* [Work instructions]: What do the lines say, reproduced word for word, from the first of the entries below through the line bearing "height:10px; margin:-5px; padding:0"?

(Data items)
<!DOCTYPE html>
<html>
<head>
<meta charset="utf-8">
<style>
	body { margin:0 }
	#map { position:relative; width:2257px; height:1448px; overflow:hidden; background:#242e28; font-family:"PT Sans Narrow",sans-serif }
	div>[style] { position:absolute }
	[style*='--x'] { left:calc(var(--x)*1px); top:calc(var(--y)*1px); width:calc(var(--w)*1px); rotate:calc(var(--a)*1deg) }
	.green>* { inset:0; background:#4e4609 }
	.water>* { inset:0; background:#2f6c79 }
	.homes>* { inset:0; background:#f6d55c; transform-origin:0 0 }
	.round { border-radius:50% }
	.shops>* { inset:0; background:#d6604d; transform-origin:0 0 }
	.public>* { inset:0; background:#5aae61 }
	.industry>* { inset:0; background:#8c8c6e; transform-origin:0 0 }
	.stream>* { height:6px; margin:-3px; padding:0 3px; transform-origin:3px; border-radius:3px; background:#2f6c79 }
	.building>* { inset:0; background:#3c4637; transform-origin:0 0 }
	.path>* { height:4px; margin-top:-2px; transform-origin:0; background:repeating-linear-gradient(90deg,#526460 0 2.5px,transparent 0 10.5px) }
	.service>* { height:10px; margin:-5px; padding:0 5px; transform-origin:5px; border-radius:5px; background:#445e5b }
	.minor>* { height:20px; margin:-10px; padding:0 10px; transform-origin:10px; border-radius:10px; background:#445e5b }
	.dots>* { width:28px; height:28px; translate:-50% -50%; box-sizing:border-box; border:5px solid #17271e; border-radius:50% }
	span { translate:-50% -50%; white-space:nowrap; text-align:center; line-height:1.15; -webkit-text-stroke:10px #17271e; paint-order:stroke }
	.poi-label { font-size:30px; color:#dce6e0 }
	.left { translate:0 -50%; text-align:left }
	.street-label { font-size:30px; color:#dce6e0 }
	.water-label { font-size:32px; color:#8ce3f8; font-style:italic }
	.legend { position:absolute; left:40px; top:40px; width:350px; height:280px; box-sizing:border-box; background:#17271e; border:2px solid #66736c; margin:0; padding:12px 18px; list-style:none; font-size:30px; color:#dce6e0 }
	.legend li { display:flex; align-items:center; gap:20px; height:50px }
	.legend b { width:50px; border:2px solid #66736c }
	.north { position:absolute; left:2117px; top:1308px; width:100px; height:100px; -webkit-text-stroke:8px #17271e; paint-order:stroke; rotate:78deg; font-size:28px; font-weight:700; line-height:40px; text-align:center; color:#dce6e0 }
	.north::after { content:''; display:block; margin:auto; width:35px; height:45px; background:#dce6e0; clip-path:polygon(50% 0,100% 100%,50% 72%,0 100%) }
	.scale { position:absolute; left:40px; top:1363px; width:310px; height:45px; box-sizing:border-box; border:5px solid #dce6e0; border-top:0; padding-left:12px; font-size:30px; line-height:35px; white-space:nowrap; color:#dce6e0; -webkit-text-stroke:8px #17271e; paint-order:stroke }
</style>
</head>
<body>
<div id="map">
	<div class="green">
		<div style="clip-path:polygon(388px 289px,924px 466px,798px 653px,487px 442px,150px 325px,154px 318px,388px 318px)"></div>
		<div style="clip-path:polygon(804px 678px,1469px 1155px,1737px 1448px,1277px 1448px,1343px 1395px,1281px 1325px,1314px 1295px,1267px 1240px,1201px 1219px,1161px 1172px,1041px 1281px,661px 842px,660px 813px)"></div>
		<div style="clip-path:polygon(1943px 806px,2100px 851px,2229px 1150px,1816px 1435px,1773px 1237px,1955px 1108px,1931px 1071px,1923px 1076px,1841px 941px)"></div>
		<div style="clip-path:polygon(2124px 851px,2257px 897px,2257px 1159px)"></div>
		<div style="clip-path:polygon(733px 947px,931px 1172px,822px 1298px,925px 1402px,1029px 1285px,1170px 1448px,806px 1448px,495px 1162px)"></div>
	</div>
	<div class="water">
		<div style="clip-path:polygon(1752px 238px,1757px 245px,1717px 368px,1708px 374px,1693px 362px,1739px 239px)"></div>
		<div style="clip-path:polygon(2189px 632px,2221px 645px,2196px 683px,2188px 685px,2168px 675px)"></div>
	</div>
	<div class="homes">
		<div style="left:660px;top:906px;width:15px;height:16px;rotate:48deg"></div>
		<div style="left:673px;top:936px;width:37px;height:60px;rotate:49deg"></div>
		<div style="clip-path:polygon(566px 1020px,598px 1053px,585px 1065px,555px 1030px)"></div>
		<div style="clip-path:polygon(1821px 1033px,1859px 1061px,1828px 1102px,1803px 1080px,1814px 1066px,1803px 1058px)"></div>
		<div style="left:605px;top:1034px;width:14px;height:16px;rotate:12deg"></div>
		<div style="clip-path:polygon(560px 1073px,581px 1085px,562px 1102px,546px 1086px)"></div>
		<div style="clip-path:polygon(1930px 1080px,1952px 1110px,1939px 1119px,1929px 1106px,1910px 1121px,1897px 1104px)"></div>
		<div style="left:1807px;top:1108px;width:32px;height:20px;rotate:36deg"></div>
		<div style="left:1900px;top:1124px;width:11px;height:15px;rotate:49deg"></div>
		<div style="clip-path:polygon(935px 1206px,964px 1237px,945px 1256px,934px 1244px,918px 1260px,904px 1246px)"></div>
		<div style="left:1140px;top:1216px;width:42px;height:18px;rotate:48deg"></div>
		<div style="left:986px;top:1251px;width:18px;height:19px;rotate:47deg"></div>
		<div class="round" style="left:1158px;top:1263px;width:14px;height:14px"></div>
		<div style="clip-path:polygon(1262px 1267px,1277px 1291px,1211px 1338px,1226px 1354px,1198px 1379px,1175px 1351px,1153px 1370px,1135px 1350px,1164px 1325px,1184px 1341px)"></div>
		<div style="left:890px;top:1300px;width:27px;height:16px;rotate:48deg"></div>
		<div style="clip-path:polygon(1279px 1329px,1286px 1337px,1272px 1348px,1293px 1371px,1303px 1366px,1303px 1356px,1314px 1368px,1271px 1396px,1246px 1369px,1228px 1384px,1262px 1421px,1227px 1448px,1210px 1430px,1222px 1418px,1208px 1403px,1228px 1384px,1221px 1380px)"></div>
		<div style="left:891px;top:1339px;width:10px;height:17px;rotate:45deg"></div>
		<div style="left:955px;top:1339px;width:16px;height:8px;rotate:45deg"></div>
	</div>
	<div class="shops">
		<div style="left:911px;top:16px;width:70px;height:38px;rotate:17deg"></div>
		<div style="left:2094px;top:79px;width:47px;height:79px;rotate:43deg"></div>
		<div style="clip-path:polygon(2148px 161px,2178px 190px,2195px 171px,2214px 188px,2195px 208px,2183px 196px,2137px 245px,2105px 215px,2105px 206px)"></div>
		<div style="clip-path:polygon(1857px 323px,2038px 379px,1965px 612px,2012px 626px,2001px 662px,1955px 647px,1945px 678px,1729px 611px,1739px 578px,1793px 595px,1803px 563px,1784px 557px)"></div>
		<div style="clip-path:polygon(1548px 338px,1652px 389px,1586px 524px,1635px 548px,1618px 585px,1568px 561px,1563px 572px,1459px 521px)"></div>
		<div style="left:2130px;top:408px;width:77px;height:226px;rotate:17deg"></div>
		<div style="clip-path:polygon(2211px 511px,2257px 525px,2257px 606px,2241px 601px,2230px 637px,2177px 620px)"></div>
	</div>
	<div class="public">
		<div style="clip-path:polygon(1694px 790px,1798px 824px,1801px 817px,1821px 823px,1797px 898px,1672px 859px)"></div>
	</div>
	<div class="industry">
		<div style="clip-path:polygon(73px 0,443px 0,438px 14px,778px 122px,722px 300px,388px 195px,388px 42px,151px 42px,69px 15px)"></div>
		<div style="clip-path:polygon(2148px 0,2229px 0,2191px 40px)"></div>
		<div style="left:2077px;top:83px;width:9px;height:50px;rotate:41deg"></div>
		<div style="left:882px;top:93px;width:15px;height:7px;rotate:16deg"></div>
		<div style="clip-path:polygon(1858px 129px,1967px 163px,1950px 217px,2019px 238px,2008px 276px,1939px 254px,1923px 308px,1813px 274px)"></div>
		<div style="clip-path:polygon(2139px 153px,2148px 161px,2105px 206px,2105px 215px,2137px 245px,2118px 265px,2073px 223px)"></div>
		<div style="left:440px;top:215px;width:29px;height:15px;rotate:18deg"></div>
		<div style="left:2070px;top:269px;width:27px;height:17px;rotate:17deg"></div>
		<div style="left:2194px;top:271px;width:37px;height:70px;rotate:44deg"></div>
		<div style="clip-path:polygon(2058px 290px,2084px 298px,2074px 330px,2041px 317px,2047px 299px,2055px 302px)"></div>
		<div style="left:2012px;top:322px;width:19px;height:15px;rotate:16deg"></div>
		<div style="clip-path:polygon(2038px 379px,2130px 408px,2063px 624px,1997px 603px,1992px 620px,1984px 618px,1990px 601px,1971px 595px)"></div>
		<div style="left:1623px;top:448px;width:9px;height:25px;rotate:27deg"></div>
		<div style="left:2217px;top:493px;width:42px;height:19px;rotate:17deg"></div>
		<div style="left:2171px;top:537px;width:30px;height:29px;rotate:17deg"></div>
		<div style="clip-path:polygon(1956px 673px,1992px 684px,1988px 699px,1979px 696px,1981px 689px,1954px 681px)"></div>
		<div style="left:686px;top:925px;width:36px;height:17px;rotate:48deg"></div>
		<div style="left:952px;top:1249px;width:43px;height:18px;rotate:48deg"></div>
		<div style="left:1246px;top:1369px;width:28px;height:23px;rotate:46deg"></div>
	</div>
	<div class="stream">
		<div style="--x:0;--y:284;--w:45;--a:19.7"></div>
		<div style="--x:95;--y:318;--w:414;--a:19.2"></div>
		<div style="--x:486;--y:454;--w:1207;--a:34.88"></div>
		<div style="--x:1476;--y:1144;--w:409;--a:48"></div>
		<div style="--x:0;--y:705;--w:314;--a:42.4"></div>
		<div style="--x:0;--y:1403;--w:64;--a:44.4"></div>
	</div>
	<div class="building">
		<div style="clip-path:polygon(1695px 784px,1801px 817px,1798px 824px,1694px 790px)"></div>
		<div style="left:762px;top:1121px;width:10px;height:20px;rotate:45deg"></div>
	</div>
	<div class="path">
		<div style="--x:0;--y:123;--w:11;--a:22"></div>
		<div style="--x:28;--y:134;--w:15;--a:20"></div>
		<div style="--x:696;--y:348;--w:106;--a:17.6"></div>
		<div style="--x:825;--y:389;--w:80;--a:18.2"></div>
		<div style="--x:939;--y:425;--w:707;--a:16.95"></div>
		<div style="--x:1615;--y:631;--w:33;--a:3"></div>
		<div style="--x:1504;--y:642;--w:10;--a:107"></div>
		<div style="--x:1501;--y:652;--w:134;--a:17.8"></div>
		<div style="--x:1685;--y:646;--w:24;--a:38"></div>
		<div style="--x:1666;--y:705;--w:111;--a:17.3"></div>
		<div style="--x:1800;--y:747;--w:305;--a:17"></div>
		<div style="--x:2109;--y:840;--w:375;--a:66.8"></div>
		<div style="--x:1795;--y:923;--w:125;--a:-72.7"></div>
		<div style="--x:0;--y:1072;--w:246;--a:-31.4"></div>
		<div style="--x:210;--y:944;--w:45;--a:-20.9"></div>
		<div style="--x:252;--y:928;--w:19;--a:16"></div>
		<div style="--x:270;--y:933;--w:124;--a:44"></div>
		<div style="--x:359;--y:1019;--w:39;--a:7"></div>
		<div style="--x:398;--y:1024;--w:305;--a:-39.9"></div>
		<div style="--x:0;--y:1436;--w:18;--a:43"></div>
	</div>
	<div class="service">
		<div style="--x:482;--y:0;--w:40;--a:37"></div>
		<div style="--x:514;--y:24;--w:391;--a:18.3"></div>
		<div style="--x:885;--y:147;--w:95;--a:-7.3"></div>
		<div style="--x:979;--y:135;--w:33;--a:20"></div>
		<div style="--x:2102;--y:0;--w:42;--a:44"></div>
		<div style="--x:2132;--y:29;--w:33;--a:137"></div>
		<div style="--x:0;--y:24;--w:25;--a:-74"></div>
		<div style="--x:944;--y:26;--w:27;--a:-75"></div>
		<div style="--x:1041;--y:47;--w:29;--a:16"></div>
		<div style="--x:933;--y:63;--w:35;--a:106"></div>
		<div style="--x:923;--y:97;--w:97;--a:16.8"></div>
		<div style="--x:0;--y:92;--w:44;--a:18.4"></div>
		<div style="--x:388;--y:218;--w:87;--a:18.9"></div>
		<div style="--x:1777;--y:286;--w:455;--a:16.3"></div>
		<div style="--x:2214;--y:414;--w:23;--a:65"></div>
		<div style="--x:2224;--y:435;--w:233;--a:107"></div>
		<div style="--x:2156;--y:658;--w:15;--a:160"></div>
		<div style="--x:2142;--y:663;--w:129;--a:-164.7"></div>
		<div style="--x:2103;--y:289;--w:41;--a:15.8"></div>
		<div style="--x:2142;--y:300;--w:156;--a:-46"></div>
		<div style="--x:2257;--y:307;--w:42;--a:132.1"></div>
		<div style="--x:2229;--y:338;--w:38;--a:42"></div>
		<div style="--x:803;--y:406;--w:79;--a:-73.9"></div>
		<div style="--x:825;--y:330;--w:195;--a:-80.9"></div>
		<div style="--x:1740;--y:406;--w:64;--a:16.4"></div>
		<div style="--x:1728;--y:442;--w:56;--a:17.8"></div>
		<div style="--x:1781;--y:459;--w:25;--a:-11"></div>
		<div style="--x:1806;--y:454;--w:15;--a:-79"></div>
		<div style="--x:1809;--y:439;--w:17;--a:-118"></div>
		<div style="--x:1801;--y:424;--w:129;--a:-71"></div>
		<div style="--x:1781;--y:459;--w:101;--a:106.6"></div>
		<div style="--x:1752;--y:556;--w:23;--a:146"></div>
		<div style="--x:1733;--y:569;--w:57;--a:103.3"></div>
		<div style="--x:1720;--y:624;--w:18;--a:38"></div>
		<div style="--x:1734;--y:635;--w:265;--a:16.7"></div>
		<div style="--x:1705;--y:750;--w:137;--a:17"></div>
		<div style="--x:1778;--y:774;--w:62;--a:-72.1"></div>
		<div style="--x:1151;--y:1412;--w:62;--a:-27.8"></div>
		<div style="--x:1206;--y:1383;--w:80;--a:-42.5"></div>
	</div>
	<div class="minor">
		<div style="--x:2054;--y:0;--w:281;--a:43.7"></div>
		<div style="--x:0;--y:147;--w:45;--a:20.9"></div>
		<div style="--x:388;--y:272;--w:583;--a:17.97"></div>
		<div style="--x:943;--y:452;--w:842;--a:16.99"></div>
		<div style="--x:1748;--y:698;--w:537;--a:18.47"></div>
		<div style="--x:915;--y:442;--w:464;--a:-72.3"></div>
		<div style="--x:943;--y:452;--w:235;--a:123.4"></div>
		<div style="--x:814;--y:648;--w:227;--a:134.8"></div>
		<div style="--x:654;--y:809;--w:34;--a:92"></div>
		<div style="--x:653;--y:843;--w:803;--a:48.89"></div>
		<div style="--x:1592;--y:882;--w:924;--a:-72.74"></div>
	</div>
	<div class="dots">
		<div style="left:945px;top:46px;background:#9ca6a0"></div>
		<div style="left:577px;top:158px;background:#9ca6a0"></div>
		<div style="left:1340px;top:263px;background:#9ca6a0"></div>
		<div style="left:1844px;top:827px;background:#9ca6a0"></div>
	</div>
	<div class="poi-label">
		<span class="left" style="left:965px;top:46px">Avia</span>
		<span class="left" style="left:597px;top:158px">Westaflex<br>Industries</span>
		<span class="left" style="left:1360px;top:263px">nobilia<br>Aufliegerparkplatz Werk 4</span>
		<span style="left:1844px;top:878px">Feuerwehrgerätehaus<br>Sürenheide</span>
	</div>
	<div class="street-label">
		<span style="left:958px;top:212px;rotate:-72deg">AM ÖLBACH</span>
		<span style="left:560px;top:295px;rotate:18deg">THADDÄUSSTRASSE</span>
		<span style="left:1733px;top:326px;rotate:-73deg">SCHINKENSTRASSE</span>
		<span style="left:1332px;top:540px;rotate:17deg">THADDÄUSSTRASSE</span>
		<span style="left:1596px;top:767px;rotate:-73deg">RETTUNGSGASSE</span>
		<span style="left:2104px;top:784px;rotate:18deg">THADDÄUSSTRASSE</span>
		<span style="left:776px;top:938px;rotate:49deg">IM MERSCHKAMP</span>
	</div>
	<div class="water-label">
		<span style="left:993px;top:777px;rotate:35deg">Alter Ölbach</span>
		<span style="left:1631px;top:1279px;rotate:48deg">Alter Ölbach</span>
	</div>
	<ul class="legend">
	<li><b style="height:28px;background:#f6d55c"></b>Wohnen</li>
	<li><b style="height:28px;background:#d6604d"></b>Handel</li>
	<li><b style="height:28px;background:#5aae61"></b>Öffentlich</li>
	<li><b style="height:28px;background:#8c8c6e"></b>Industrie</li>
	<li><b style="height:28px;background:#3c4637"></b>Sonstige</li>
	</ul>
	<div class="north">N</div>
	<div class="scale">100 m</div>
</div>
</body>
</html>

* [Answer for the task]:
<!DOCTYPE html>
<html>
<head>
<meta charset="utf-8">
<style>
	body { margin:0 }
	#map { position:relative; width:2257px; height:1448px; overflow:hidden; background:#242e28; font-family:"PT Sans Narrow",sans-serif }
	div>[style] { position:absolute }
	[style*='--x'] { left:calc(var(--x)*1px); top:calc(var(--y)*1px); width:calc(var(--w)*1px); rotate:calc(var(--a)*1deg) }
	.green>* { inset:0; background:#4e4609 }
	.water>* { inset:0; background:#2f6c79 }
	.homes>* { inset:0; background:#f6d55c; transform-origin:0 0 }
	.round { border-radius:50% }
	.shops>* { inset:0; background:#d6604d; transform-origin:0 0 }
	.public>* { inset:0; background:#5aae61 }
	.industry>* { inset:0; background:#8c8c6e; transform-origin:0 0 }
	.stream>* { height:6px; margin:-3px; padding:0 3px; transform-origin:3px; border-radius:3px; background:#2f6c79 }
	.building>* { inset:0; background:#3c4637; transform-origin:0 0 }
	.path>* { height:4px; margin-top:-2px; transform-origin:0; background:repeating-linear-gradient(90deg,#526460 0 2.5px,transparent 0 10.5px) }
	.service>* { height:10px; margin:-5px; padding:0 5px; transform-origin:5px; border-radius:5px; background:#445e5b }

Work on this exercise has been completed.